The accompanying drawings show an embodiment of the present invention. FIG. 1 is a longitudinal sectional view showing a nozzle of an embodiment of the present invention,
FIG. 2 is a view as seen from the line II-II in FIG. FIG. 3 and FIG. 4 are diagrams showing aspects of the opening of the nozzle tip.
FIG. 5 is a diagram showing an example of the effect of the present invention. Also, the sixth
The figure is a conceptual diagram to explain the meaning of cell / inch,
FIG. 7 is a longitudinal sectional view showing a nozzle in which filters having different opening degrees are divided and installed in the width direction. 1: Nozzle holder, 2: Molten inlet 3: Space 4, 5, 51, 52, 53: Flat filter 6: Nozzle tip 61: Diagonal comb type nozzle tip 62: Slit nozzle tip

──────────────────────────────────────────────────続 き Continuing on the front page (72) Minoru Yamate 1-1-1, Edamitsu, Yawatahigashi-ku, Kitakyushu-shi, Fukuoka Pref. Nippon Steel Corporation 3rd Technology Research Institute 1 Fujimachi, Hirohata-ku, Hirohata Works, Nippon Steel Corporation (56) References JP-A-63-188454 (JP, A) JP-A-57-103761 (JP, A) JP-A-61-296941 (JP, A) JP-A-62-166056 (JP, A) JP-A-64-38148 (JP, U) (58) Fields investigated (Int. Cl. ⁶ , DB name) B22D 11/00-11 / twenty two

Claims (2)

(57) [Claims] 1. A nozzle holder having a molten metal inlet on an upper surface, a space for a molten metal reservoir below the nozzle, and an opening below the space, and a nozzle attached to an opening of the nozzle holder.
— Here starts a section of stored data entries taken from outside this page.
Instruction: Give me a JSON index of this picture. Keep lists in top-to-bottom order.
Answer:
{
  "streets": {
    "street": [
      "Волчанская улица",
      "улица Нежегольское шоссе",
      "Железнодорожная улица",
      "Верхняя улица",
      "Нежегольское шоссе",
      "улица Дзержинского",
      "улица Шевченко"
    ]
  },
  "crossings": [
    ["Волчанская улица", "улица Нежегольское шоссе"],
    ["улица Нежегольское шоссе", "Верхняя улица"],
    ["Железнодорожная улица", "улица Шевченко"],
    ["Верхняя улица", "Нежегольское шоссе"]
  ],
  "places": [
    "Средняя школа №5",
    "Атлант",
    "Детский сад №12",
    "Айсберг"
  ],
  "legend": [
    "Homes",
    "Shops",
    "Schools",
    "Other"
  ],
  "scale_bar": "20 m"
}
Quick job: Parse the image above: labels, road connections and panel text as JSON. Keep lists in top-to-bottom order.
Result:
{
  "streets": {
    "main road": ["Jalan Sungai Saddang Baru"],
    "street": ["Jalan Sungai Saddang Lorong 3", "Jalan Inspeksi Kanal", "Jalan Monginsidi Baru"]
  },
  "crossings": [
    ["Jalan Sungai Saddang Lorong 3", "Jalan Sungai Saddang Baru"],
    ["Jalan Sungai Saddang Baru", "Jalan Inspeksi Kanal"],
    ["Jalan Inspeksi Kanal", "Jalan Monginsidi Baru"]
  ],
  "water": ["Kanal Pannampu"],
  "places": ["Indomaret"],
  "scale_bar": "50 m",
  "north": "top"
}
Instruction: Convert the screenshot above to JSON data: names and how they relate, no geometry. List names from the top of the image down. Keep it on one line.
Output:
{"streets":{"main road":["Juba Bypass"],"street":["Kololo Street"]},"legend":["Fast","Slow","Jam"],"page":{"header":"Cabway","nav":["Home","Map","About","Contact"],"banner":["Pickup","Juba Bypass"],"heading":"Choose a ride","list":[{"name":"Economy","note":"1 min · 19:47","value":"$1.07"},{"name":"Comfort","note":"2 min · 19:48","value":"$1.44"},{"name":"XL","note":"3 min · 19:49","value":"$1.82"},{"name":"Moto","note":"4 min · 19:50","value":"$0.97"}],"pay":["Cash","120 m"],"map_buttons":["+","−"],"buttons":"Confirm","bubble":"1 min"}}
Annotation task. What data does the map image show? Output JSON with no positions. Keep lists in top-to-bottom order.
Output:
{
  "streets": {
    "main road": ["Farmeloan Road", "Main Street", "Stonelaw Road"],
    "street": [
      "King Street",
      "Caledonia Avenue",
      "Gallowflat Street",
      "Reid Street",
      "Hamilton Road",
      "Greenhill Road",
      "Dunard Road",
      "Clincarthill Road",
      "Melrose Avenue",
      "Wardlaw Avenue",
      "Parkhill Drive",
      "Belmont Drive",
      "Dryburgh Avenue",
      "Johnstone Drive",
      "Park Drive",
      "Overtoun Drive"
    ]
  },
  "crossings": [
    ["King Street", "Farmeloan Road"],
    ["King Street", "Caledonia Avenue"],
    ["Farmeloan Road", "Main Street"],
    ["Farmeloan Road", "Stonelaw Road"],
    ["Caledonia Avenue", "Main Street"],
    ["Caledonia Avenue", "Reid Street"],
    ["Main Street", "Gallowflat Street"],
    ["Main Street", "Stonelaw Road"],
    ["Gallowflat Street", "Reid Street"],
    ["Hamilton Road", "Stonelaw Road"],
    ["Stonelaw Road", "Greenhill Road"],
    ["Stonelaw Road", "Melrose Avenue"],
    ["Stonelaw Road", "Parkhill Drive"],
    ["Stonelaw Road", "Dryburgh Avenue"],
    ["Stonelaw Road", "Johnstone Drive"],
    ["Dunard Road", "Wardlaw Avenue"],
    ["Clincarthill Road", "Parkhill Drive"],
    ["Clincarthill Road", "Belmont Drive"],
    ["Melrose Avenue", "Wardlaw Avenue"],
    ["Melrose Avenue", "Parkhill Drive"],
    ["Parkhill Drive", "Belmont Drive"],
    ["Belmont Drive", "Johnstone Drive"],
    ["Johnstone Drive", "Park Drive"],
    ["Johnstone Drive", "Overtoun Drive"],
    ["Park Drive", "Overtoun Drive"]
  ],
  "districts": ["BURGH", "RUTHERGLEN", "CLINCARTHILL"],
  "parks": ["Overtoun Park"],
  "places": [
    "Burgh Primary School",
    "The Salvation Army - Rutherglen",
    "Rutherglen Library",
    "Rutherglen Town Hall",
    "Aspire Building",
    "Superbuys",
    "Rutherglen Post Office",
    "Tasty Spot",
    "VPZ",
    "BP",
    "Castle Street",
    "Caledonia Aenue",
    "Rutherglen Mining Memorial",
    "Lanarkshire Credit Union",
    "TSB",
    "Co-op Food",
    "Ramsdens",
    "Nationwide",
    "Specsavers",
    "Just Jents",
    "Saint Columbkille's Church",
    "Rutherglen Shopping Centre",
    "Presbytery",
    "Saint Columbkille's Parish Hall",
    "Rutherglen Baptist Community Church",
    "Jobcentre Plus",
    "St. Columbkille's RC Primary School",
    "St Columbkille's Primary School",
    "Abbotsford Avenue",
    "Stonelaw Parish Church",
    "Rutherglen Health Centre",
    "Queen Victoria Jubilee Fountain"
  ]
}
A quenched metal continuous ribbon manufacturing nozzle comprising a nozzle structure having a tip, wherein a filter having a porosity range of 5 to 30 cells / inch is provided in substantially the entire molten metal pool space of a nozzle holder. 2. The nozzle according to claim 1, wherein the filters having different porosity are divided in the width direction of the nozzle.